Mr. Richie became deputy regional director of the Park Service's Northeast regional office in 1974. In that post he was involved with the trail, then just a footpath and now 2,172 miles long and running through 14 states from Maine to Georgia.

Under federal legislation enacted in 1968, the trail was taken over by the Park Service. Until then it had been administered by the Appalachian Trail Conference, a private, nonprofit group that coordinates the activities of volunteer workers maintaining the trail.

As deputy regional director, Mr. Richie was responsible for establishing the methods to protect the trail from commercial development while maintaining the involvement of the Appalachian Trail Conference workers.

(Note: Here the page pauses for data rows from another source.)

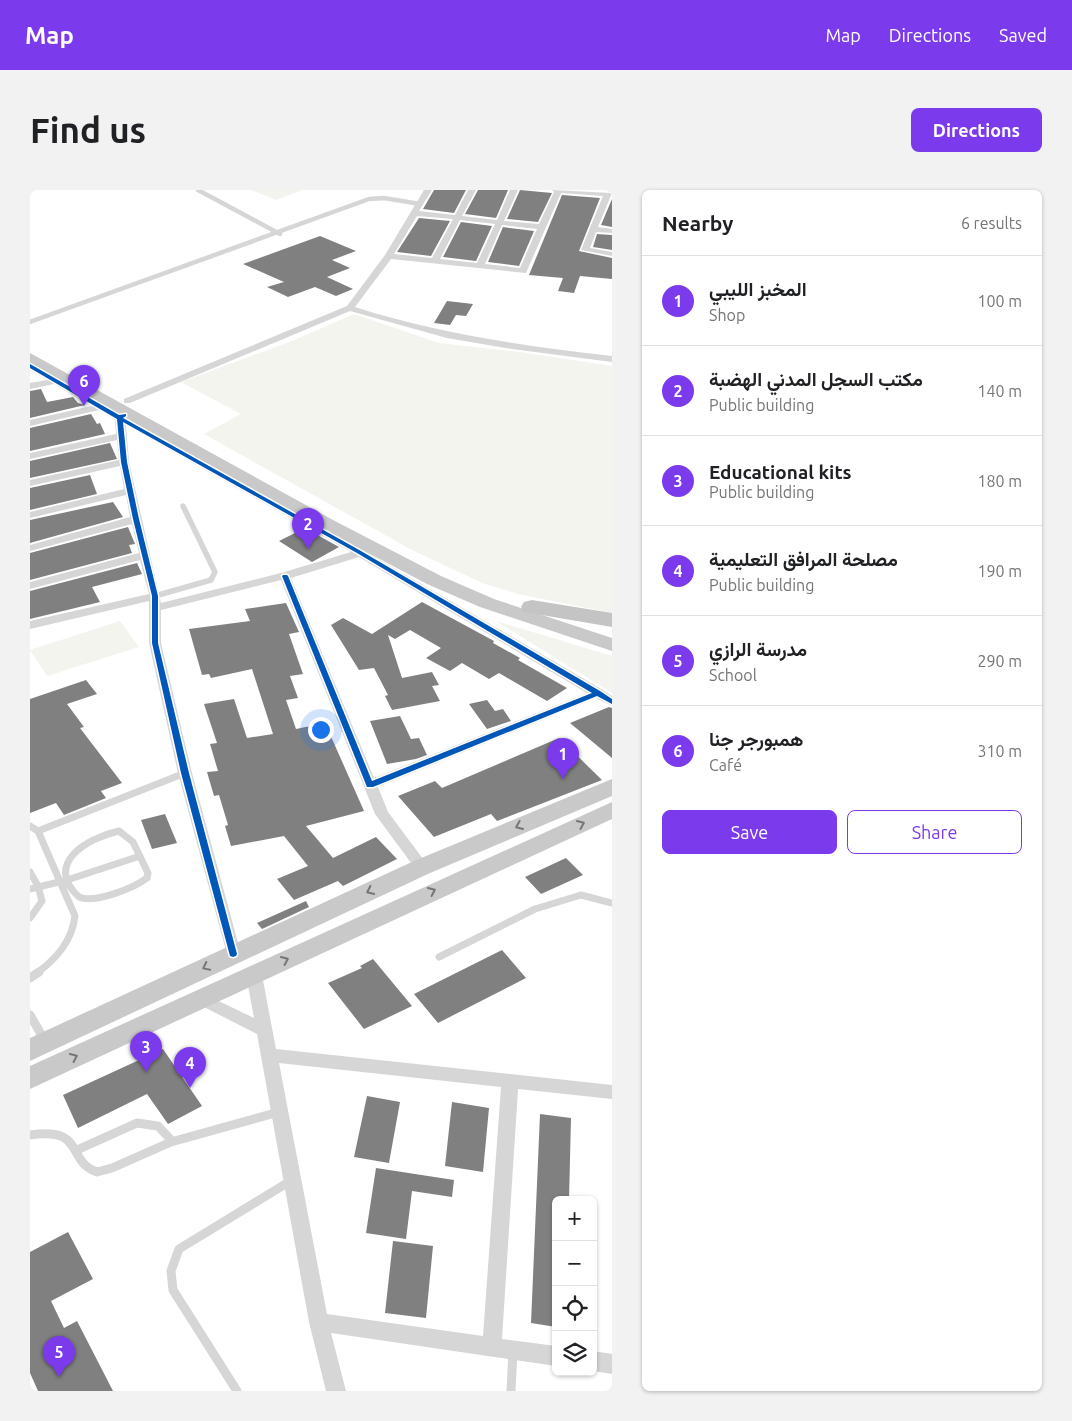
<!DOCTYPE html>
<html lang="en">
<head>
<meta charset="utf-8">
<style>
	body { margin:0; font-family:Ubuntu,Vazirmatn,sans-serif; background:#f2f2f2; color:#202124 }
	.controls { position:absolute; right:15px; bottom:15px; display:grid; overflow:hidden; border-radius:8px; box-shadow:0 1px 4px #0004 }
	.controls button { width:45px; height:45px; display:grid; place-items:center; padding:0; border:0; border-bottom:1px solid #e0e0e0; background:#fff; color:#202124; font:25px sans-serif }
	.you { position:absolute; left:290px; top:539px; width:18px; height:18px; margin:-12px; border:4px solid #fff; border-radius:50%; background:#1a73e8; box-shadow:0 0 0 8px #1a73e833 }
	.badge { display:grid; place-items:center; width:32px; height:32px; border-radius:50%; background:#7c3aed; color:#fff; font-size:16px; font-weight:700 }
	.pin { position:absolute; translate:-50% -41px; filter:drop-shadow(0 1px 2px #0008) }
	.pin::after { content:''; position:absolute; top:26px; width:18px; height:15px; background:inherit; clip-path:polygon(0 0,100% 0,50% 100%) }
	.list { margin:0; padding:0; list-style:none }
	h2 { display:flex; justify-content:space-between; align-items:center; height:65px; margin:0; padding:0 20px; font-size:21px }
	h2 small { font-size:16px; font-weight:400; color:#757577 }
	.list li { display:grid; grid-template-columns:32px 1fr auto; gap:15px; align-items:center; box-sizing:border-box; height:90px; padding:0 20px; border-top:1px solid #e0e0e0 }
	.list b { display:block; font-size:19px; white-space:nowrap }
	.list p { margin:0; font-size:16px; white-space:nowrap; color:#757577 }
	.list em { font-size:16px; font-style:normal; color:#757577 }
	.actions { display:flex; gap:10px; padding:15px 20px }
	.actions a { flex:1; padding:11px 0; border:1px solid #7c3aed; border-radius:8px; text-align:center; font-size:18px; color:#7c3aed }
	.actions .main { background:#7c3aed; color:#fff }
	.icon { flex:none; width:28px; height:28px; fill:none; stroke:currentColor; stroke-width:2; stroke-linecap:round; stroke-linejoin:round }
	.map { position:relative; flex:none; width:582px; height:1201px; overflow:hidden; border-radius:8px }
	header { display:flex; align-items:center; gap:30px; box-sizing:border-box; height:70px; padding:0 25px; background:#7c3aed; color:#fff }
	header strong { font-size:24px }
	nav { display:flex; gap:28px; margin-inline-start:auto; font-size:18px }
	.intro { display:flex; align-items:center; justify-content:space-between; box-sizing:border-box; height:120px; padding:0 30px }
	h1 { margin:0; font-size:35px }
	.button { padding:12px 22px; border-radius:8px; background:#7c3aed; color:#fff; font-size:18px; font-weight:700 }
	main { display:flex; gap:30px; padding:0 30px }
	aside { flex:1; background:#fff; border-radius:8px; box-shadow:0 1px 4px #0004 }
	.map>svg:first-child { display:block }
	.green { fill:#f2f4ed }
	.building { fill:#808080 }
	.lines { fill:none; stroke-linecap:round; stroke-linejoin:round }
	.lane-far3 { stroke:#d6d6d6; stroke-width:4.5 }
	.lane-far2 { stroke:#d6d6d6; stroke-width:5.5 }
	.lane-far1 { stroke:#d6d6d6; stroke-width:7 }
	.lane { stroke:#d6d6d6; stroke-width:9 }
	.street { fill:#d6d6d6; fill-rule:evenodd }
	.primary { fill:#c9c9c9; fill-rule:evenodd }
	.highway { fill:#c4c4c4; fill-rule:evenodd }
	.cycleway-casing { stroke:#fff; stroke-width:3 }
	.cycleway { fill:#0057b8; fill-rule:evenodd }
	.oneway { stroke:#767676 }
</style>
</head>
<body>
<header>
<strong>Map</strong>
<nav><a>Map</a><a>Directions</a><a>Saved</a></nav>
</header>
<div class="intro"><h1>Find us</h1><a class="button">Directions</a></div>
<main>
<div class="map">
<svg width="582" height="1201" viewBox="0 0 582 1201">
	<rect width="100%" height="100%" fill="#fff"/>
	<!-- green -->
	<path class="green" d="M221,0H272L246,10Z
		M324,124L409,153L490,162L582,176V423L488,404L452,393L380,359L174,244L211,224L151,192L262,151Z
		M90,431L109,457L17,486L0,460Z
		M466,431L582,466V503Z"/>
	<!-- building -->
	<path class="building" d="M404,0H436L424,23L393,19Z
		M448,0H478L466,28L435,24Z
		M490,0L522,3L508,32L477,29Z
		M532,5L570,8L549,61L582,68V89L550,86L544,103L528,101L533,88L499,85Z
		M582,9V37L571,35Z
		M389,28L420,31L401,66L367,62Z
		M431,32L462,36L446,71L413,67Z
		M473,37L504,41L489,76L458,72Z
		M567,44L582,45V60L563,57Z
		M290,46L326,61L302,70L320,78L297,87L323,99L306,106L285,97L258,107L237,97L254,92L213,74Z
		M417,111L443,114L436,126L426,125L420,135L404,133Z
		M11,199L17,212L43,207L48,213L55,215L0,228V201Z
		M61,224L67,234L70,233L75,244L0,261V238Z
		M80,253L87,269L0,288V271Z
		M60,285L67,304L0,320V298Z
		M83,312L93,327L0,353V330Z
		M98,337L105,354L99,355L102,363L0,390V363Z
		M275,338L309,357L282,372L249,351Z
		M107,373L112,384L62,397L70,412L0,429V401Z
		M392,412L464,451L463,453L490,468L488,470L537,498L517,511L469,483L459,489L432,473L420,481L396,468L411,458L380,440L365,449L358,445L372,488L402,482L409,495L402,496L410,511L362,520L355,506L358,505L344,478L329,480L301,435L313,428L342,444Z
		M256,413L269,442L259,444L273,484L260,486L268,508L256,510L266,539L295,533L334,621L276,636L303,668L346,647L367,669L313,696L308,691L264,710L247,689L278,676L254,646L201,656L195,636L198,635L189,605L184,606L177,582L188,581L180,554L187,553L174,514L204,509L217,548L243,544L222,479L181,488L179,484L172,485L159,439L220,431L215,419Z
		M56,490L67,504L37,514L54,537L50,538L92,593L71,601L76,608L34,625L26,613L0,623V509Z
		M457,510L465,521L473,519L481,531L457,539L439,514Z
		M579,517L582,518V568L540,533Z
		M370,526L381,549L389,548L397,565L386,569L357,574L340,531Z
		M529,548L572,590L467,631L461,624L404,647L368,606L405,591L412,598Z
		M135,624L147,653L122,659L111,630Z
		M536,668L553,685L511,704L495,687Z
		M276,711L279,717L232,739L227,733Z
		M472,760L496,788L408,833L384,804Z
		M343,769L382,816L334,839L298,793L332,778L330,776Z
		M133,859L172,916L138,934L117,904L48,938L33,905Z
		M337,906L370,912L359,973L324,967Z
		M422,912L459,918L453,982L415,976Z
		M510,924L541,928L539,1010H526V1137L501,1133Z
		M346,978L424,990L422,1007L382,1001L376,1049L336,1043Z
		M38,1042L63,1089L21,1111L34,1138L47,1131L83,1201H8L0,1183V1062Z
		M363,1051L403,1056L396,1128L355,1123Z"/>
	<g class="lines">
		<!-- lane-far3 -->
		<path class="lane-far3" d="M168,0L250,44
			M0,132L339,9L354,8L390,14"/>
		<!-- lane-far2 -->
		<path class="lane-far2" d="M125,406L181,390L185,382L153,316"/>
		<!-- lane-far1 -->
		<path class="lane-far1" d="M0,636L8,641L155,583
			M89,641L103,652L118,683L117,688C104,698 64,714 49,707C13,674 57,648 89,641Z
			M0,682L8,696L12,711L0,728
			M0,699L37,690L110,666
			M409,767L505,719L551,705L582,713
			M7,783C27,768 42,751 45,726L8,641"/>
		<!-- lane -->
		<path class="lane" d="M0,788L9,782
			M0,825L15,851
			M0,945C57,937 35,971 67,982L82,978L141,952L249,922
			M47,960L107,933L128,936L142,951
			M207,1201L143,1100L141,1081L149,1059L262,990
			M481,1201L483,1161"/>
		<!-- street -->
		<path class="street" d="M394,0H402L389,21L425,25L438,0H446L432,26L467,30L480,0H488L474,31L509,34L524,2L522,0L582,3L568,37L582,39V43L566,42L560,58L582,62V66L551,60L573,6L531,3L496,83L361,69L325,117C409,144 495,156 582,166V172L482,159L417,148L320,121L100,213H94V209L317,116L355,65ZM387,26L423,29L402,68L364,64ZM430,30L465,34L447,73L410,69ZM472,35L507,39L490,78L455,74Z
			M0,173L90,224L99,223L101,225L97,228L332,359L337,360L338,363L573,500L582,506V516L566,508L348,597L358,622L399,677L397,681H387L345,624L251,390L131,420V453L162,583L211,764L208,768L203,770L198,768L148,583L119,453V411L0,439V431L119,404L110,370L0,399V392L109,363L102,334L0,361V355L100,327L96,305L0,328V322L94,299L90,276L0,296V290L89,270L87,250L0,269V263L86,244L85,230L69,220L0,236V230L61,216L24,194L0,199V193L17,190L0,180ZM96,235L321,362L251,383L131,413L99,272ZM329,367L557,503L344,588L261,388Z
			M224,779L230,781L232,785L246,859L582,895V909L488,899L472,1149L526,1156V1176L301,1143L316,1201H296L279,1132L227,844L166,813L164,809L166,805L172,803L224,828L216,785L218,781ZM249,873L471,897L453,1146L297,1124Z
			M563,1161L582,1164V1184L563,1181Z"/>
		<!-- primary -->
		<path class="primary" d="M0,163L303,330L411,386L464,409L582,448V461L450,417L397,394L291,338L0,174Z
			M582,589V606L400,683L0,871V848L384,671Z
			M582,612V629L0,899V876Z"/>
		<!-- highway -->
		<path class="highway" d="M502,410L582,423V437L494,422L491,417L494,412Z"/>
		<defs>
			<path id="cycleway" d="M0,174L89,225L96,224V226L93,228L331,361L570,501L582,509V514L567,506L343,597H337L252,386L253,385H257L258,386L342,591L562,503L327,363L93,232L97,272L109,329L128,406V453L159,583L207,764L206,766L203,767L200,766L151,583L122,453V406L103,329L91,272L87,229L0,178Z"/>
		</defs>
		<!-- cycleway casing -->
		<use href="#cycleway" class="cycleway-casing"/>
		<!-- cycleway -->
		<use href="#cycleway" class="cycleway"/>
	</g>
	<!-- one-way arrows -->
	<defs><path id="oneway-chevron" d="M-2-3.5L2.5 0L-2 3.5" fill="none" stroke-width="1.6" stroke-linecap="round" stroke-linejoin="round" transform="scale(1.25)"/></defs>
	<g class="oneway">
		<use href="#oneway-chevron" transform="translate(551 634) rotate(-24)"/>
		<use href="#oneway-chevron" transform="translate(489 636) rotate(157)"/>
		<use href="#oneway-chevron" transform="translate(340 701) rotate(155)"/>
		<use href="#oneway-chevron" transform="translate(402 701) rotate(-25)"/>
		<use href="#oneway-chevron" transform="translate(255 770) rotate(-25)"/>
		<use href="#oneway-chevron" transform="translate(176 777) rotate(154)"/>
		<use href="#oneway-chevron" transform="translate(44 867) rotate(-25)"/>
	</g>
</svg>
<div class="controls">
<button>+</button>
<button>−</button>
<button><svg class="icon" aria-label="locate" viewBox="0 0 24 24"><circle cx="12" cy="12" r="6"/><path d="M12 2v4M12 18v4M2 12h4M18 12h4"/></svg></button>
<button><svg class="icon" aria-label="layers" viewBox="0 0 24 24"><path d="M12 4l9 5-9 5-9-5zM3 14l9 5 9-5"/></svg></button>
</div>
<div class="you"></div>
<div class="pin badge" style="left:533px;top:589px">1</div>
<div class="pin badge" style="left:278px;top:359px">2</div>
<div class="pin badge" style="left:116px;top:882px">3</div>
<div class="pin badge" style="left:160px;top:898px">4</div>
<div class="pin badge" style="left:29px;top:1187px">5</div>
<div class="pin badge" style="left:54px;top:216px">6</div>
</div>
<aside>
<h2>Nearby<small>6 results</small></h2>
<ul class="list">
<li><span class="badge">1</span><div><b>المخبز الليبي</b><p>Shop</p></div><em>100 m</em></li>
<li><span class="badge">2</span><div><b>مكتب السجل المدني الهضبة</b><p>Public building</p></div><em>140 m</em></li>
<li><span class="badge">3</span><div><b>Educational kits</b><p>Public building</p></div><em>180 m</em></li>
<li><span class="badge">4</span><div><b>مصلحة المرافق التعليمية</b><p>Public building</p></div><em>190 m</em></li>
<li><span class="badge">5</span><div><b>مدرسة الرازي</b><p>School</p></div><em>290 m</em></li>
<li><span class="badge">6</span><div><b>همبورجر جنا</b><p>Café</p></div><em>310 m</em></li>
</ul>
<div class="actions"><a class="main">Save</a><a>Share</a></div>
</aside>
</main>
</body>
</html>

He set a tone of cooperative management between the volunteer workers, the Park Service and other government agencies. Other steps he took included ensuring that neighboring landowners and local volunteers had a voice in setting the trail's permanent route.

In 1978, at the urging of the conference and other champions of the trail, Congress began appropriating money to buy a narrow corridor of land along the trail's length, which was 2,100 miles then. Almost all of it is now protected by the corridor.

Born in Moorestown, N.J., David Arthur Richie was a graduate of Haverford College and of George Washington University's law school. He was also a Navy pilot and Marine captain.

He is survived by his wife, Catherine; two sons, Robert, of Takoma Park, Md., and David Jr., of Fort Collins, Colo.; a daughter, Deborah Oberbillig of Missoula, Mont.; and five grandchildren.